Only the lines from the one that contains "Enumerate all labels, symbols" to the end of the material below are wanted, each duplicated exactly.

## [RECORDED DATA]
====================

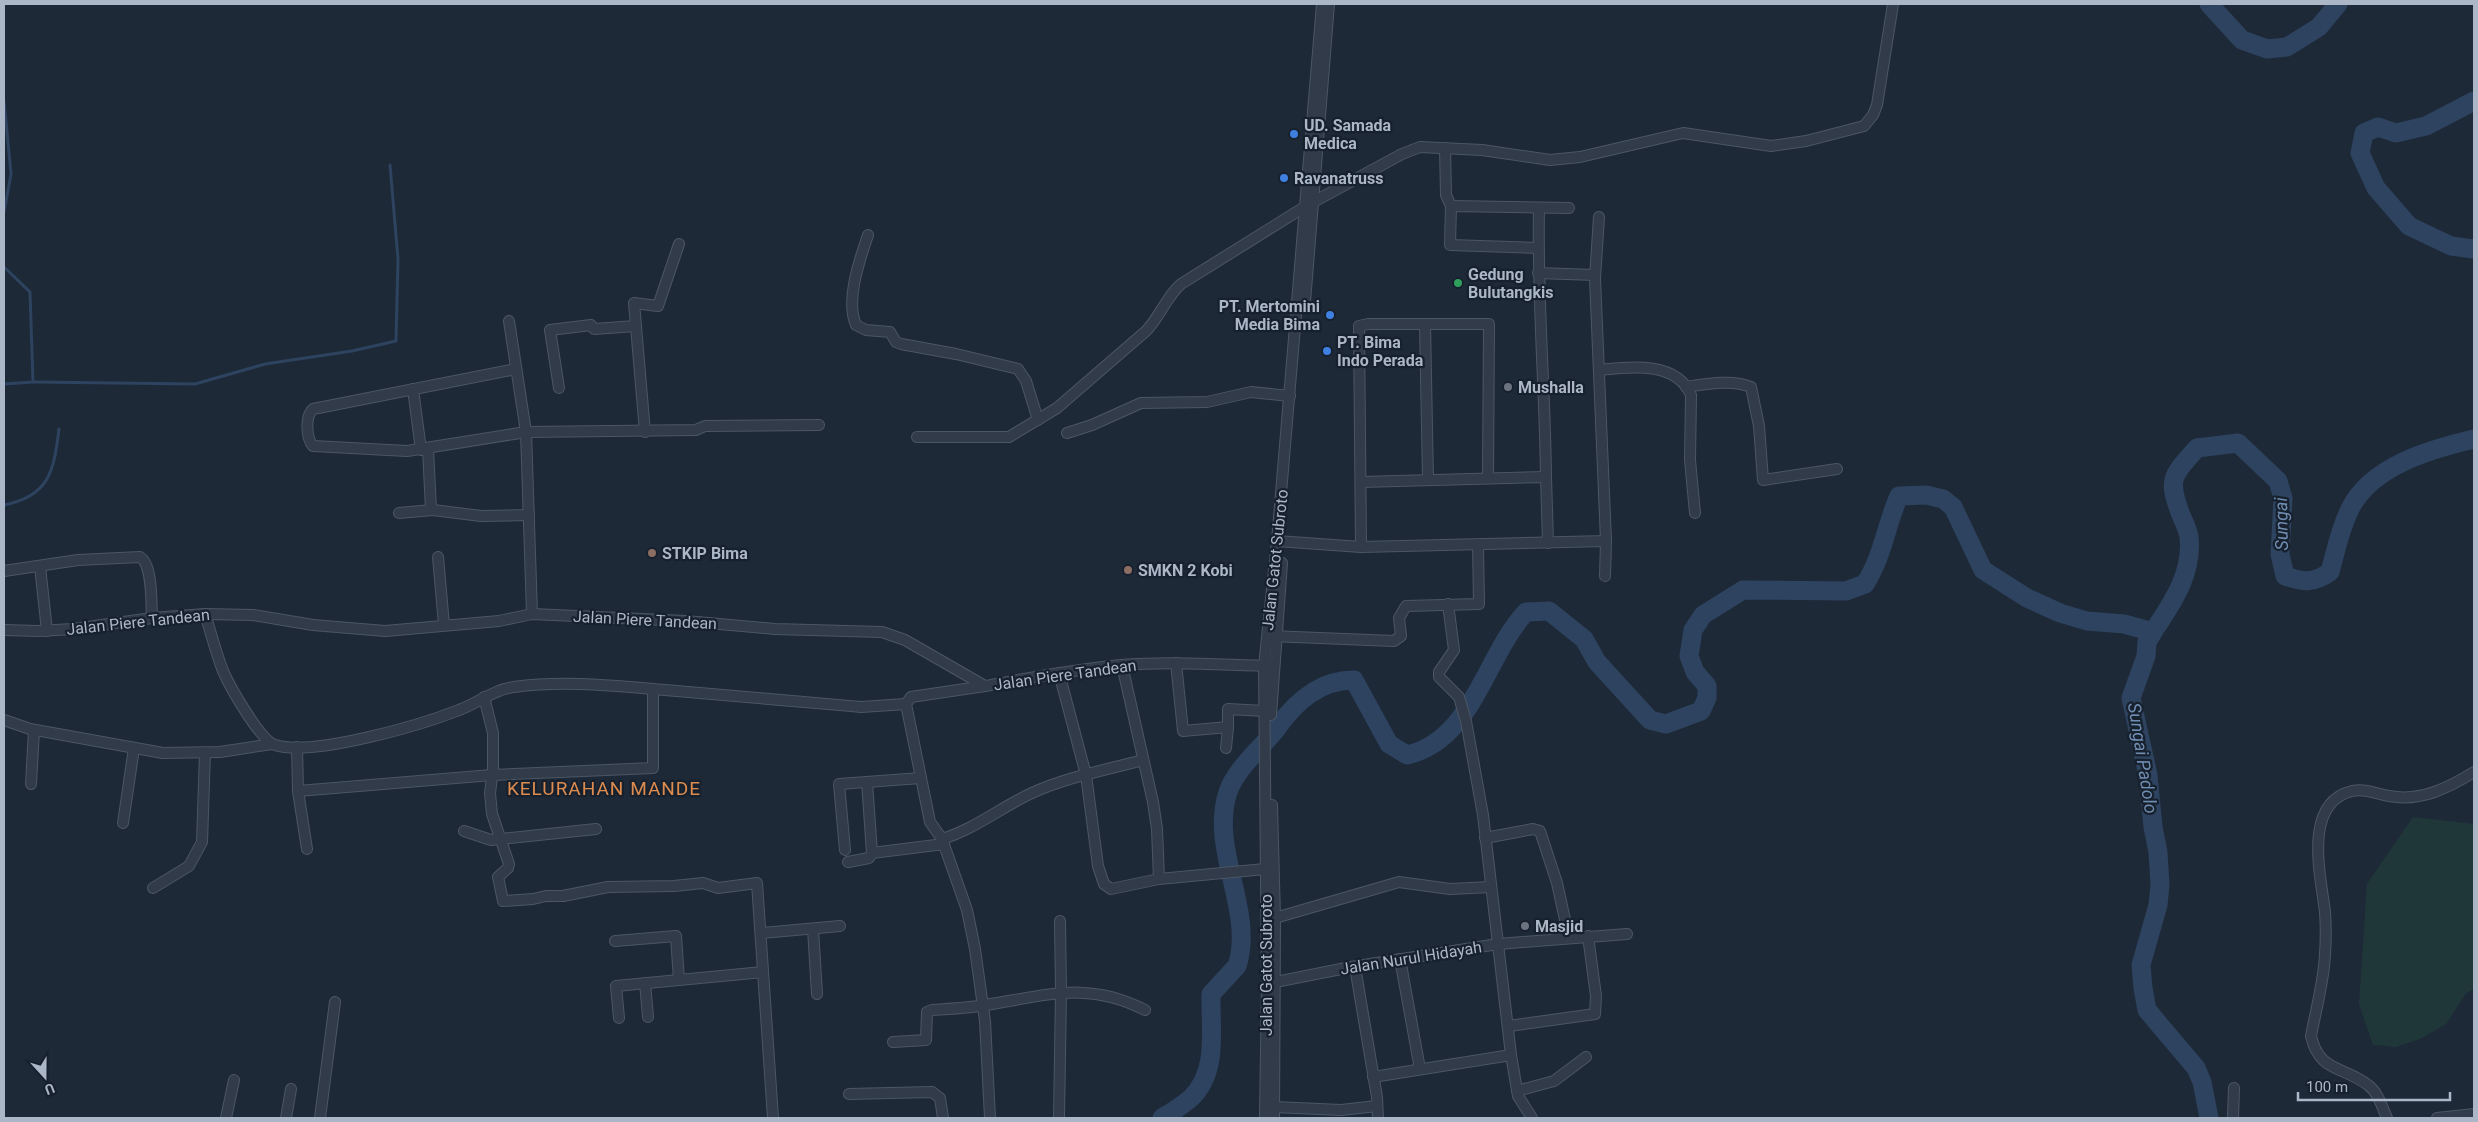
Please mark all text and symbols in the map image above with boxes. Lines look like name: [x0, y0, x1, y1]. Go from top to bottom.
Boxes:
place label: UD. Samada Medica: [1304, 116, 1392, 153]
marker: UD. Samada Medica: [1288, 128, 1300, 140]
place label: Ravanatruss: [1294, 169, 1383, 188]
marker: Ravanatruss: [1278, 172, 1290, 184]
place label: Gedung Bulutangkis: [1468, 265, 1553, 302]
marker: Gedung Bulutangkis: [1452, 277, 1464, 289]
place label: PT. Mertomini Media Bima: [1219, 297, 1320, 334]
marker: PT. Mertomini Media Bima: [1324, 309, 1336, 321]
place label: PT. Bima Indo Perada: [1337, 333, 1424, 370]
marker: PT. Bima Indo Perada: [1321, 345, 1333, 357]
place label: Mushalla: [1518, 378, 1584, 397]
marker: Mushalla: [1502, 381, 1514, 393]
street label: Jalan Gatot Subroto: [1258, 488, 1292, 632]
water label: Sungai: [2270, 496, 2292, 551]
place label: STKIP Bima: [662, 544, 748, 563]
marker: STKIP Bima: [646, 547, 658, 559]
place label: SMKN 2 Kobi: [1138, 561, 1233, 580]
marker: SMKN 2 Kobi: [1122, 564, 1134, 576]
street label: Jalan Piere Tandean: [65, 605, 211, 639]
street label: Jalan Piere Tandean: [573, 607, 717, 633]
street label: Jalan Piere Tandean: [992, 656, 1138, 694]
water label: Sungai Padolo: [2124, 701, 2162, 815]
district label: KELURAHAN MANDE: [507, 777, 701, 800]
street label: Jalan Gatot Subroto: [1257, 894, 1276, 1036]
place label: Masjid: [1535, 917, 1583, 936]
marker: Masjid: [1519, 920, 1531, 932]
street label: Jalan Nurul Hidayah: [1339, 937, 1483, 979]
north arrow: [20, 1052, 70, 1102]
scale bar: [2298, 1070, 2450, 1102]
text: 100 m: [2306, 1078, 2348, 1096]
text: U: [42, 1080, 57, 1098]

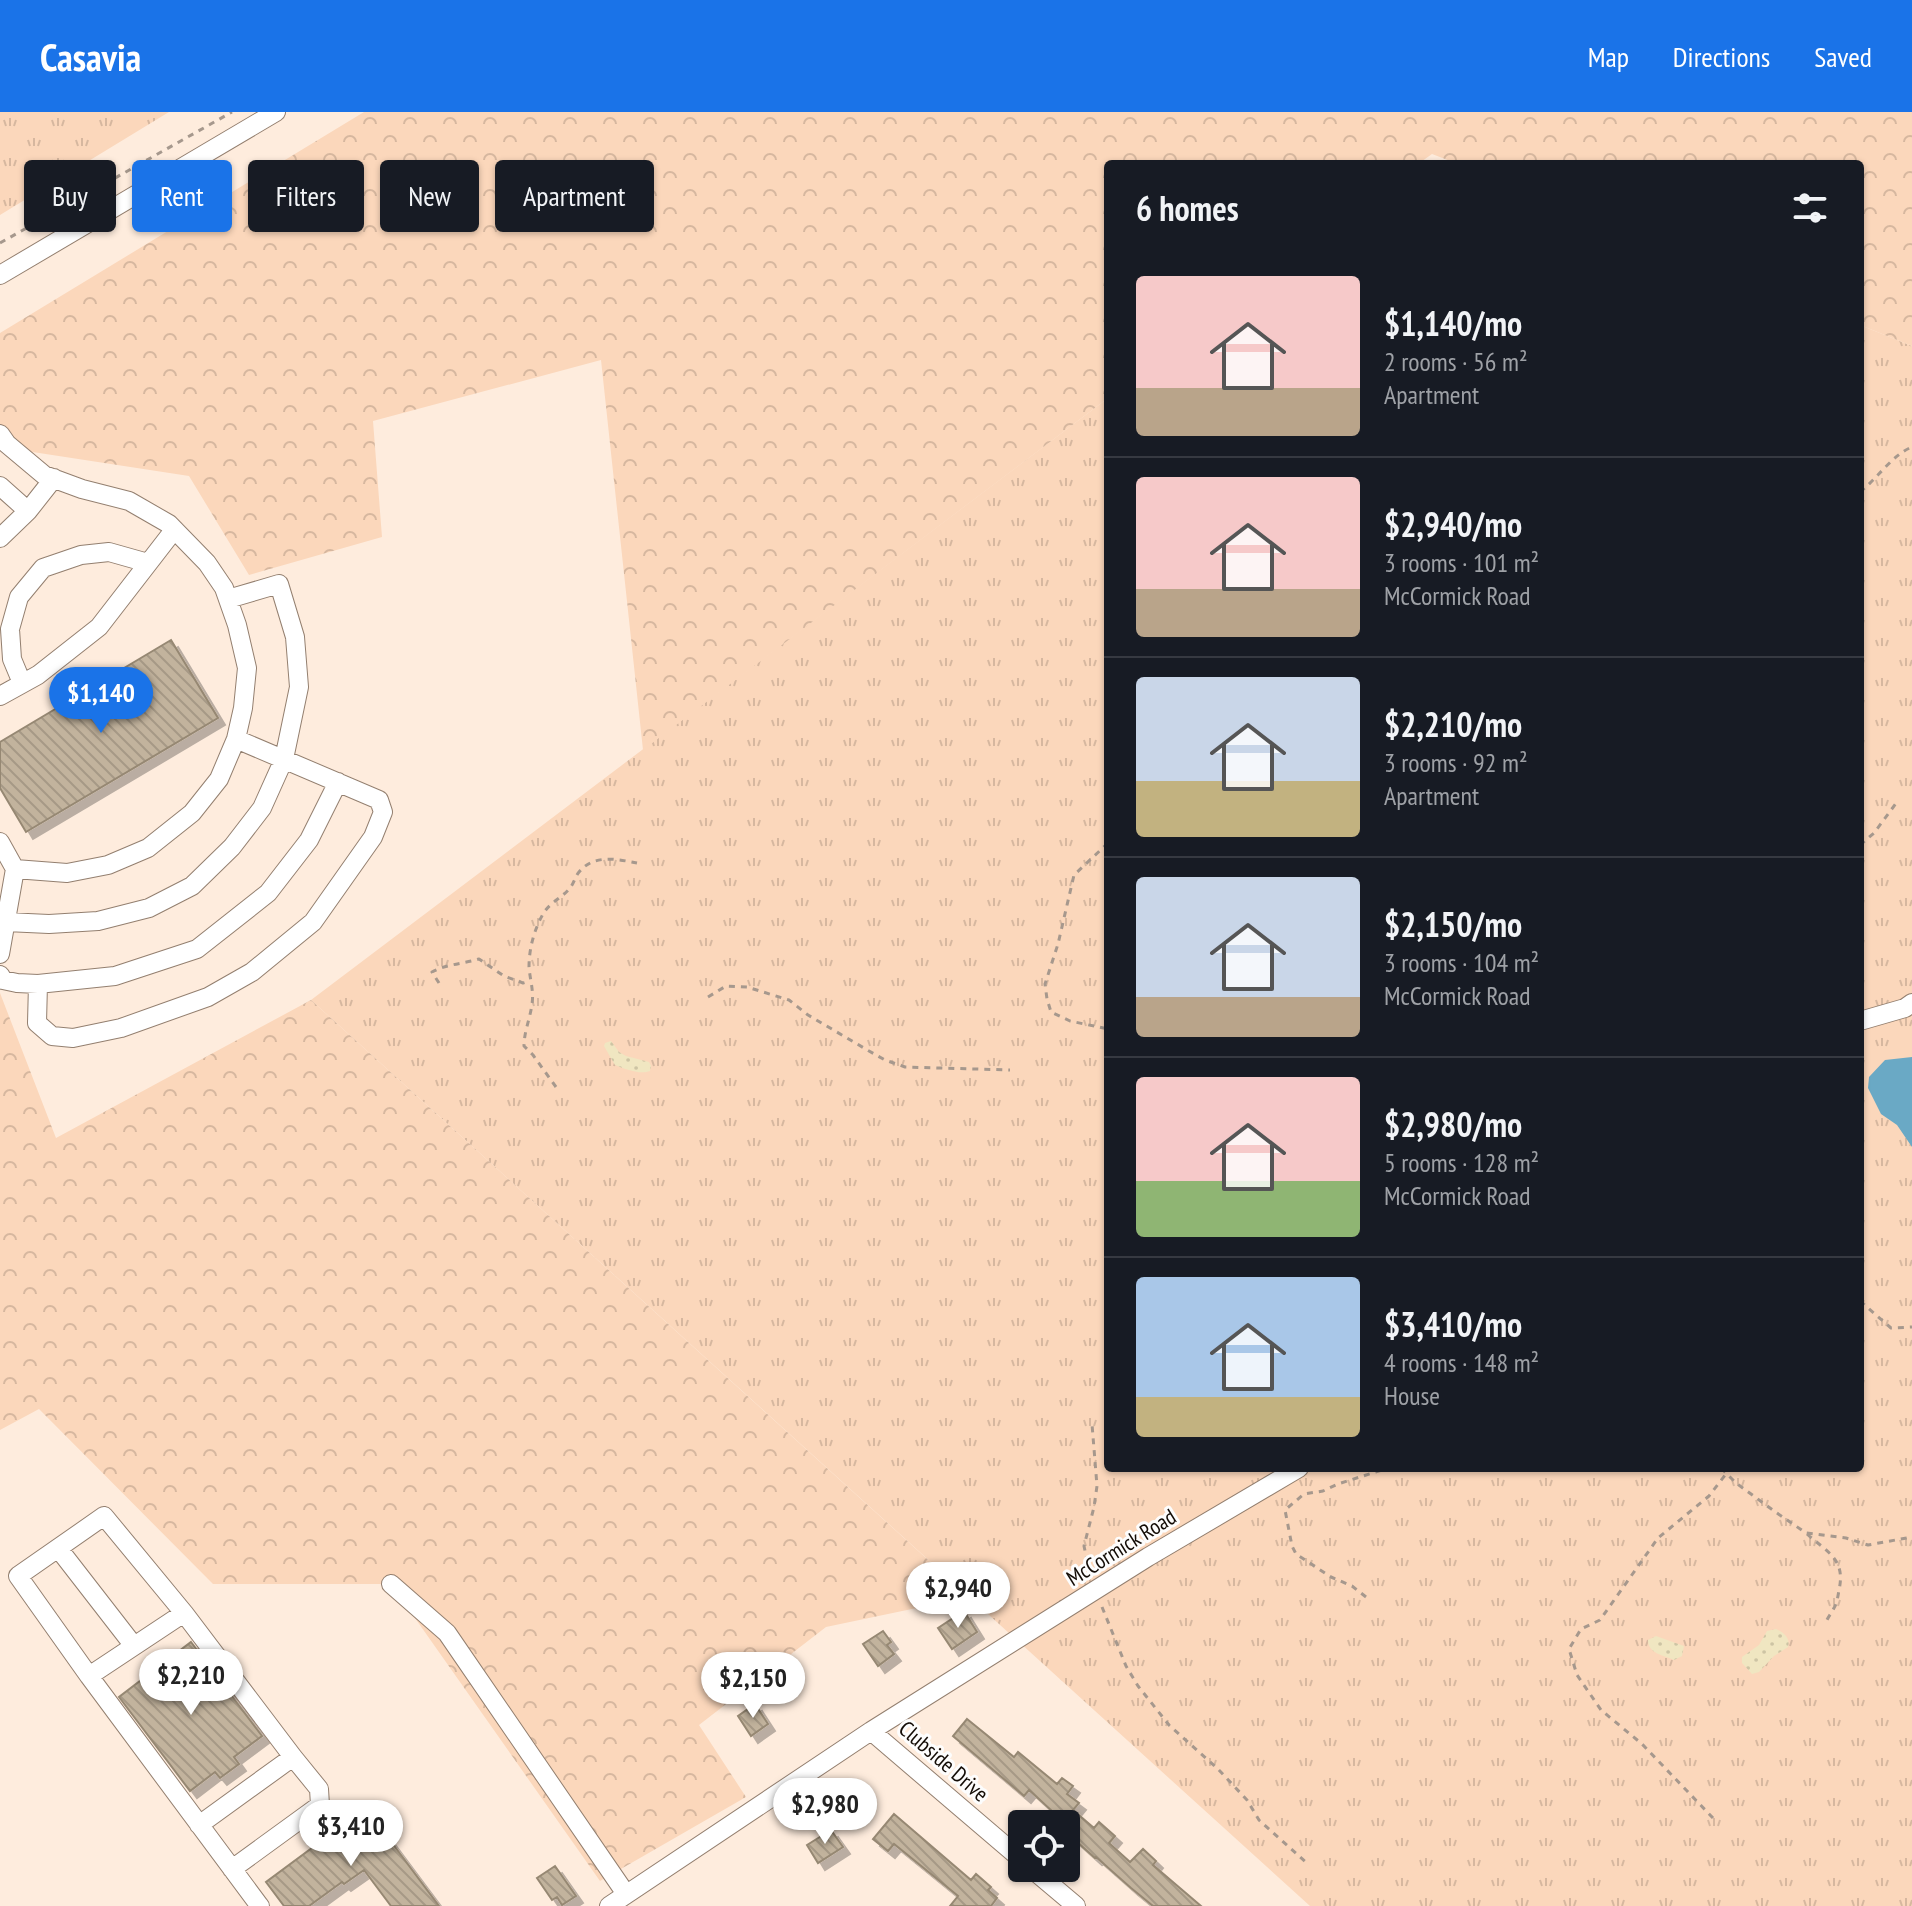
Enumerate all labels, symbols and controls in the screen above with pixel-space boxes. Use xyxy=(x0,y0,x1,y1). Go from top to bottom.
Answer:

====================

## [ANSWER BELOW]
Enumerate all labels, symbols and controls in the screen above with pixel-space boxes. Use xyxy=(x0,y0,x1,y1). Go from top to bottom.
Answer:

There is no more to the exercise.